Yutkundum ve sinirden titreyen dizlerimi tuttum. "Kes sesini gerizekalı. Siktir git masamdan yoksa seni öldüreceğim."

"Son bir şey daha," oturduğu sandalyeden kalktı ve masaya elini dayayıp bana doğru eğildi. "Jungkook sandığınız gibi YG'nin seçmelerini geçemedi değil. Jungkook seçmelerde birinci oldu fakat ona kim olduğumuzu söyleyince Bighit'i tercih etti. Bunlar kurgu değil Chaeyoung."

Hoseok elini masadan çekip giderken alt dudağımı ısırıp sıklaşan nefeslerim yüzünden inip kalkan göğsüme elimi koydum. Lise seçmelerine katıldığımız zamanlar en iyi şirket YG'di. Hepimiz oraya girmek için didinip duruyorduk fakat seçmeleri çok zordu ve hiçbirimiz geçememiştik. O zamanlar Jisoo ile ortaokuldan tanışıyorduk ve çok yakın bir arkadaşımdı. Seçmelere Jungkook ve Jisoo'yla beraber gitmiştim. Jungkook ile yıldızımız ne kadar barışmasa da teyzem her an bizi bir araya getirip arkadaş olmamızı sağlamaya çalışıyordu. Bu yüzden birbirimize katlanmak zorunda kaldığımız çokça zaman olmuştu.

Seçmeler için sahne aldığımızda jüriler hiçbir tepki vermemişti. Jüriler o gün kimseye tepki vermemiş, ifadesiz bir şekilde performansları izlemişti fakat sıra Jungkook'a geldiğinde birbirlerine dönerek fısıldaştıklarını ve gulumsedikledini görmüştüm. Jungkook'un kazabacağını herkes anlamıştı fakat iki hafta sonra sonuçlar açıklandığında Jungkook kazanamadığını söylemişti.

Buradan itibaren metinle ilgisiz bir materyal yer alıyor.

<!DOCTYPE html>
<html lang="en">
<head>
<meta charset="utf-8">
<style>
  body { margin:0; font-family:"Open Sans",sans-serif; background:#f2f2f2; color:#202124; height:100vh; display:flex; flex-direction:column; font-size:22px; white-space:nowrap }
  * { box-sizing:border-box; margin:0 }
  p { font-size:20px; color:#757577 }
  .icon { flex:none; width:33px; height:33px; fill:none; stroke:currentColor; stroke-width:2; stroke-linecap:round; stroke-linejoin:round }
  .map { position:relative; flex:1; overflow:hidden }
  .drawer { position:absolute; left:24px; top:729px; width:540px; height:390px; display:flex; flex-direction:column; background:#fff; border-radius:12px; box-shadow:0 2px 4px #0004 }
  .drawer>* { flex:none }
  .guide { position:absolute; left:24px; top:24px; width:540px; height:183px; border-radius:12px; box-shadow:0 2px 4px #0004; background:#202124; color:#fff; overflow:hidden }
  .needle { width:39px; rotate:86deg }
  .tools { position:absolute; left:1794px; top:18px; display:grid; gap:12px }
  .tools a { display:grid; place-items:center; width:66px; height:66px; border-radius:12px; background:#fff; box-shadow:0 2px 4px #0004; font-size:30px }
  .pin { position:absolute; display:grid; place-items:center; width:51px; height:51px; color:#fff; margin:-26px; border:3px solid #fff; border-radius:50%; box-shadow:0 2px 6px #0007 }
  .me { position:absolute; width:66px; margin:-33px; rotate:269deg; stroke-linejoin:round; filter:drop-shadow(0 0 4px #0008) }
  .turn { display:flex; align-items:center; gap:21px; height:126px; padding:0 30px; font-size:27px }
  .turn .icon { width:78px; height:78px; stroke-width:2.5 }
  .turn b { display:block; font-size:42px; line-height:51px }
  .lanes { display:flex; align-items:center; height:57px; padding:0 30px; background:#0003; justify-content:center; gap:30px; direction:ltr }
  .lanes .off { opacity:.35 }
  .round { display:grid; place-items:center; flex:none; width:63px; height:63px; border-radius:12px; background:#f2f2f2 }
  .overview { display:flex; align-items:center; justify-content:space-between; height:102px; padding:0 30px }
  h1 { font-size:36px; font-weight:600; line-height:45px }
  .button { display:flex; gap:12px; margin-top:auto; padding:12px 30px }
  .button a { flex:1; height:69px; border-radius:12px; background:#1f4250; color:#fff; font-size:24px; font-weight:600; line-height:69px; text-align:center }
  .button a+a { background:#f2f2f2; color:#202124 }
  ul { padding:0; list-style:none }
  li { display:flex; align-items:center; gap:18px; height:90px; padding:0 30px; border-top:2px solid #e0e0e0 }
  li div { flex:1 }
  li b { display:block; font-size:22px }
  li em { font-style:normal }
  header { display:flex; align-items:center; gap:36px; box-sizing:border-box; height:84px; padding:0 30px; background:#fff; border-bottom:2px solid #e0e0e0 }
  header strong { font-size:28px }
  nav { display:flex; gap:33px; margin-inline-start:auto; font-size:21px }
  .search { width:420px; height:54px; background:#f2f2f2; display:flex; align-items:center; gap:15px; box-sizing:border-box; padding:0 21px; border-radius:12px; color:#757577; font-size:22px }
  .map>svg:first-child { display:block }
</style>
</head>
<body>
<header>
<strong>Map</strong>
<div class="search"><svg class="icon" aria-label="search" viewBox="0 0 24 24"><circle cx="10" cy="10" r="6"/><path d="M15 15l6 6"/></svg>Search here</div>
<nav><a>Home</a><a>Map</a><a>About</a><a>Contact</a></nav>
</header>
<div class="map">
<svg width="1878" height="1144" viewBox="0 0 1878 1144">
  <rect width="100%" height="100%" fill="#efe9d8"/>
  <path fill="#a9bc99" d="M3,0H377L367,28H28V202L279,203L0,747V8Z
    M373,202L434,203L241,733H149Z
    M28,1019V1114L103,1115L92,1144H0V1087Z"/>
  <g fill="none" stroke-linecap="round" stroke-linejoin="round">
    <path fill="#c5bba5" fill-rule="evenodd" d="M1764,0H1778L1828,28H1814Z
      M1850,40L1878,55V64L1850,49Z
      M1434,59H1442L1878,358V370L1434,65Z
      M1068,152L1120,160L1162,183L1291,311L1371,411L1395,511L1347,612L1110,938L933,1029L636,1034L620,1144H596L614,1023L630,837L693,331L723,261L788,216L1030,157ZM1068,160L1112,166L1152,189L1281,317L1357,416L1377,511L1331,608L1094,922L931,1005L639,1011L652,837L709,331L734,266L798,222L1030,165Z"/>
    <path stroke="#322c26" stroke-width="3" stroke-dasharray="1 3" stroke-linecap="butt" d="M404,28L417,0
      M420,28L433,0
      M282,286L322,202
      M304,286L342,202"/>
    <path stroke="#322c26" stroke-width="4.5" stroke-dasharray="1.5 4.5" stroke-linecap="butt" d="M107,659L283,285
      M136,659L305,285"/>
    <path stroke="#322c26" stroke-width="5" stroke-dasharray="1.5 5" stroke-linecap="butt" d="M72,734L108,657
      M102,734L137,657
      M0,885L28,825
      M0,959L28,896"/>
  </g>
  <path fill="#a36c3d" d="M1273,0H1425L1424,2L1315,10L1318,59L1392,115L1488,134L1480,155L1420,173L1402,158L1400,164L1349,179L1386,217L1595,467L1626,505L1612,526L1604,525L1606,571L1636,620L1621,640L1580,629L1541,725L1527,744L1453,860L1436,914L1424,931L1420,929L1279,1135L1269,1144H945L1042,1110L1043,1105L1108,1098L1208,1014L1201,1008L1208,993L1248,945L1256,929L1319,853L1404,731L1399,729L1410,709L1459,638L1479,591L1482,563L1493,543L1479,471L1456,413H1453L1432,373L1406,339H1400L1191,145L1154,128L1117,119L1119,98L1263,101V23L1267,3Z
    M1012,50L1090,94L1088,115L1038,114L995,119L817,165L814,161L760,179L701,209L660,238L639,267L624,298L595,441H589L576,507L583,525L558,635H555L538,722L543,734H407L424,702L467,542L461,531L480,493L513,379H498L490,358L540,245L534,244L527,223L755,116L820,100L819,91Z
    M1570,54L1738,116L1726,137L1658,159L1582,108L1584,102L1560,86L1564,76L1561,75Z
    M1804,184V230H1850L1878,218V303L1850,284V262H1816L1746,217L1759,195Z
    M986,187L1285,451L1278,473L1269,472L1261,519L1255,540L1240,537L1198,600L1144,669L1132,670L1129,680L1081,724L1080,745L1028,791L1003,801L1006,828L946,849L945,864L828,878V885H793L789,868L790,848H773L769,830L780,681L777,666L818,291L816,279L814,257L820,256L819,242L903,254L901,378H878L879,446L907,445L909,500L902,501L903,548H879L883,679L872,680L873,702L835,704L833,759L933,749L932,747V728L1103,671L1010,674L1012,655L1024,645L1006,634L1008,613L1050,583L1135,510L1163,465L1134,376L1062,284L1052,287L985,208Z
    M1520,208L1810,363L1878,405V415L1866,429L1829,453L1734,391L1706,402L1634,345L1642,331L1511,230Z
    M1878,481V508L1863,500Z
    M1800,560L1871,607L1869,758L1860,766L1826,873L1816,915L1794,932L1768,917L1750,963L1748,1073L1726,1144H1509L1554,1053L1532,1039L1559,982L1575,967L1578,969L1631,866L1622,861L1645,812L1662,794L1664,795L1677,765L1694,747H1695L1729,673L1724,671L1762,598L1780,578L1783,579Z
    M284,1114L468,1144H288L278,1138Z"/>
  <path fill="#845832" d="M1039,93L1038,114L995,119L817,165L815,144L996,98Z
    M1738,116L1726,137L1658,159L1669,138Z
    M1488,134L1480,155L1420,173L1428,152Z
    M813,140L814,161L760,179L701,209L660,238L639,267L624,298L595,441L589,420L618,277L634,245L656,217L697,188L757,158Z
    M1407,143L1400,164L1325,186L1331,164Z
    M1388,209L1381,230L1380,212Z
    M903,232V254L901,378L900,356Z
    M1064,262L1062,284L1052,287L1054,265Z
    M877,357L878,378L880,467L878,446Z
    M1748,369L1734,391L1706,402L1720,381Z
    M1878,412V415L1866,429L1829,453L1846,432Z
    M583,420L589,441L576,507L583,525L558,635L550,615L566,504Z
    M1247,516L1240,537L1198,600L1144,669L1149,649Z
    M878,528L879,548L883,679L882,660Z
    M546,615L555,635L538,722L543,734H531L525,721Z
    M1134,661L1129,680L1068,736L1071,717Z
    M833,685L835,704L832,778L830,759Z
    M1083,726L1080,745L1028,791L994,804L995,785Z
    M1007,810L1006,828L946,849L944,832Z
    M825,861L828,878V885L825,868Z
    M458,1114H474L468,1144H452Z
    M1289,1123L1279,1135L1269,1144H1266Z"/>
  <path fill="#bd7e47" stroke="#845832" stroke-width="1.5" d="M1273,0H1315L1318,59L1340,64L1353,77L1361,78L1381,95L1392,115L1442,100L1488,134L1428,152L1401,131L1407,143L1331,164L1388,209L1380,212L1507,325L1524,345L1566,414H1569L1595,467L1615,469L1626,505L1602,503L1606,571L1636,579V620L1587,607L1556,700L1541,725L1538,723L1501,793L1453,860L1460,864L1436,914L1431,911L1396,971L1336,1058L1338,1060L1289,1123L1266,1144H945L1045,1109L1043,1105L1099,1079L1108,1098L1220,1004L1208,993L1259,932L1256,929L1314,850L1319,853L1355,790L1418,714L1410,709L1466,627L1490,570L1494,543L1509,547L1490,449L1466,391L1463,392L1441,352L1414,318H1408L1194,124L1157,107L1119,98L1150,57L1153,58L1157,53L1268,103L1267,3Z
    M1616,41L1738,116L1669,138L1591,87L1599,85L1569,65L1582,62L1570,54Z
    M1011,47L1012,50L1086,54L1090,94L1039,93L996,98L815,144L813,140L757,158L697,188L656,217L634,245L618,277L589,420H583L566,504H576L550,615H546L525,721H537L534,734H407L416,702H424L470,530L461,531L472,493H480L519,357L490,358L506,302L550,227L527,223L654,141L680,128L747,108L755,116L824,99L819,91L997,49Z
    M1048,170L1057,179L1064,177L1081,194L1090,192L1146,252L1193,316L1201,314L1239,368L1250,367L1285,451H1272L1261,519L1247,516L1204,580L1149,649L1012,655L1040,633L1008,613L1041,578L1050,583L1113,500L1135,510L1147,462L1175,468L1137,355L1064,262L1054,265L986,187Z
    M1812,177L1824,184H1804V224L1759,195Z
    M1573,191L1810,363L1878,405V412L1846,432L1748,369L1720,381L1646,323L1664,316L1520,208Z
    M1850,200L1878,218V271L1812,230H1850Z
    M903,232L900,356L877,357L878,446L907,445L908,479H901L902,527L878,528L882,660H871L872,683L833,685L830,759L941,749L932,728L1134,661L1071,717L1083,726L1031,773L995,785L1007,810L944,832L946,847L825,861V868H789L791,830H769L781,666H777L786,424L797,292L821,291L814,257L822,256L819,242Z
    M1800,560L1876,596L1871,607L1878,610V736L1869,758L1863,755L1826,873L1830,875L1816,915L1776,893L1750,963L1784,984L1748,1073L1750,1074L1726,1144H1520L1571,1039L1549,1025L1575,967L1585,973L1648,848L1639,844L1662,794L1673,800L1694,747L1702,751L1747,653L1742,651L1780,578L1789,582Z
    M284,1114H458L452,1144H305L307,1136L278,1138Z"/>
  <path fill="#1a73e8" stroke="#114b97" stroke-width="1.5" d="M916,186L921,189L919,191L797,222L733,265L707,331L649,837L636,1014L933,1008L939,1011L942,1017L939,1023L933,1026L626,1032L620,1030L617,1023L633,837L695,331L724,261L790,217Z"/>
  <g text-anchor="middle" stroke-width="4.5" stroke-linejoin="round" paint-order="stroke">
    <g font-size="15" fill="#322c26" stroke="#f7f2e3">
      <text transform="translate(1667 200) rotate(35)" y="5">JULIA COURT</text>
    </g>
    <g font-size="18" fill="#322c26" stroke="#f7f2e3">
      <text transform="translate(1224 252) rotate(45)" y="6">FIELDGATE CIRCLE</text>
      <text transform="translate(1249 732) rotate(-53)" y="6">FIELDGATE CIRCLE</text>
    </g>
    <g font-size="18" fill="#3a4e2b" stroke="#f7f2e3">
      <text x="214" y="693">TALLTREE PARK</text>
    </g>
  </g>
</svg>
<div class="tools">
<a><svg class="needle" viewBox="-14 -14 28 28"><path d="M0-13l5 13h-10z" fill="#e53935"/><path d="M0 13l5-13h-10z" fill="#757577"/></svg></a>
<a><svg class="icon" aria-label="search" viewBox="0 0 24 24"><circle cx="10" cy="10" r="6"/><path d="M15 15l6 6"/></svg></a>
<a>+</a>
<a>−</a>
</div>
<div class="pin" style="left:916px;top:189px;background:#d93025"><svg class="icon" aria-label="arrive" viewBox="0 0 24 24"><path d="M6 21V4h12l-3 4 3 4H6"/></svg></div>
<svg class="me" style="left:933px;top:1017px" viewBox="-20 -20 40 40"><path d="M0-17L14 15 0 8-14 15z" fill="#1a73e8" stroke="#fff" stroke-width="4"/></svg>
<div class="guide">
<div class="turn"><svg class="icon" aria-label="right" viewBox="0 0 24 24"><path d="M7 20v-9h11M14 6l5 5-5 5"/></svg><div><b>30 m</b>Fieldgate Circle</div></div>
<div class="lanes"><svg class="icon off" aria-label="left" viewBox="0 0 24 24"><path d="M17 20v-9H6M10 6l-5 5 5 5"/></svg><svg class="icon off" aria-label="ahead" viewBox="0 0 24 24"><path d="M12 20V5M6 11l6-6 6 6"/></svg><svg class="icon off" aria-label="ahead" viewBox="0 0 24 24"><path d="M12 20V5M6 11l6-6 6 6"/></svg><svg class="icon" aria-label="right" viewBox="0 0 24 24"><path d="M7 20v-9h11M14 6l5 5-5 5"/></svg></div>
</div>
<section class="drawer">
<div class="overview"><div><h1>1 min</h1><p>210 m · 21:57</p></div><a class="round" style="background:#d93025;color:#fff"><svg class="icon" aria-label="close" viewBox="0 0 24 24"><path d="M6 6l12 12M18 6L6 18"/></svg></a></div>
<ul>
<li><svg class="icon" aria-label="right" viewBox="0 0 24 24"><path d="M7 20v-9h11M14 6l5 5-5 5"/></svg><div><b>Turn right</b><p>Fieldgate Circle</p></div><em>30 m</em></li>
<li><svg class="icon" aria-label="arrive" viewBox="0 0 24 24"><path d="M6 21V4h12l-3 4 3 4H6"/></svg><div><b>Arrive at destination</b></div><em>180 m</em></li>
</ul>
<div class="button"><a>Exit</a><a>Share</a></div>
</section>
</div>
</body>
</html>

Gözümün önünden gitmeyen görüntülerle derin bir nefes aldım. Jürilerin hayranlık dolu bakışlarını, Jungkook'un sahnedeki harika performansını unutmaya çalıştım. En çok da yalan söylediğinde gözlerini kaçıran o oğlanın gözlerini kaçırarak kazanamadım diyişini unutmaya çalıştım.

Gözlerime dolan sıvılarla telefonumu elime aldım. Jungkook'un, iyileştirdiği yaralarımı kanatmayacağını düşünüyordum. Fakat çok çabuk unutmuştum, Jungkook Yoongi'yi dövdukten sonra onun yaralarını sarmıştı. Benim için yapmıştı fakat yapmıştı işte. Bir kere işlenen bir suçun tekrarlanmayacağının garantisini kimse veremezdi.

Chaeyoung: Jungkook

Sana geliyorum

Konuşacağız

Yaklaşık yarım saattir tanıdık sokaklarda yürüyordum. Birkaç saat öncesine kadar tenimi yakan güneşten kaçmak için bir kafeye girmişken şimdi ise zihnimdeki tüm zehirli düşünceleri aydınlatıp ruhumu yakan sokak lambalarının altında yürüyordum. Fakat hiçbir yere varamayacağımı biliyordum. Bir son istiyordum ya da hayır mutlu bir sonsuzluk istiyordum.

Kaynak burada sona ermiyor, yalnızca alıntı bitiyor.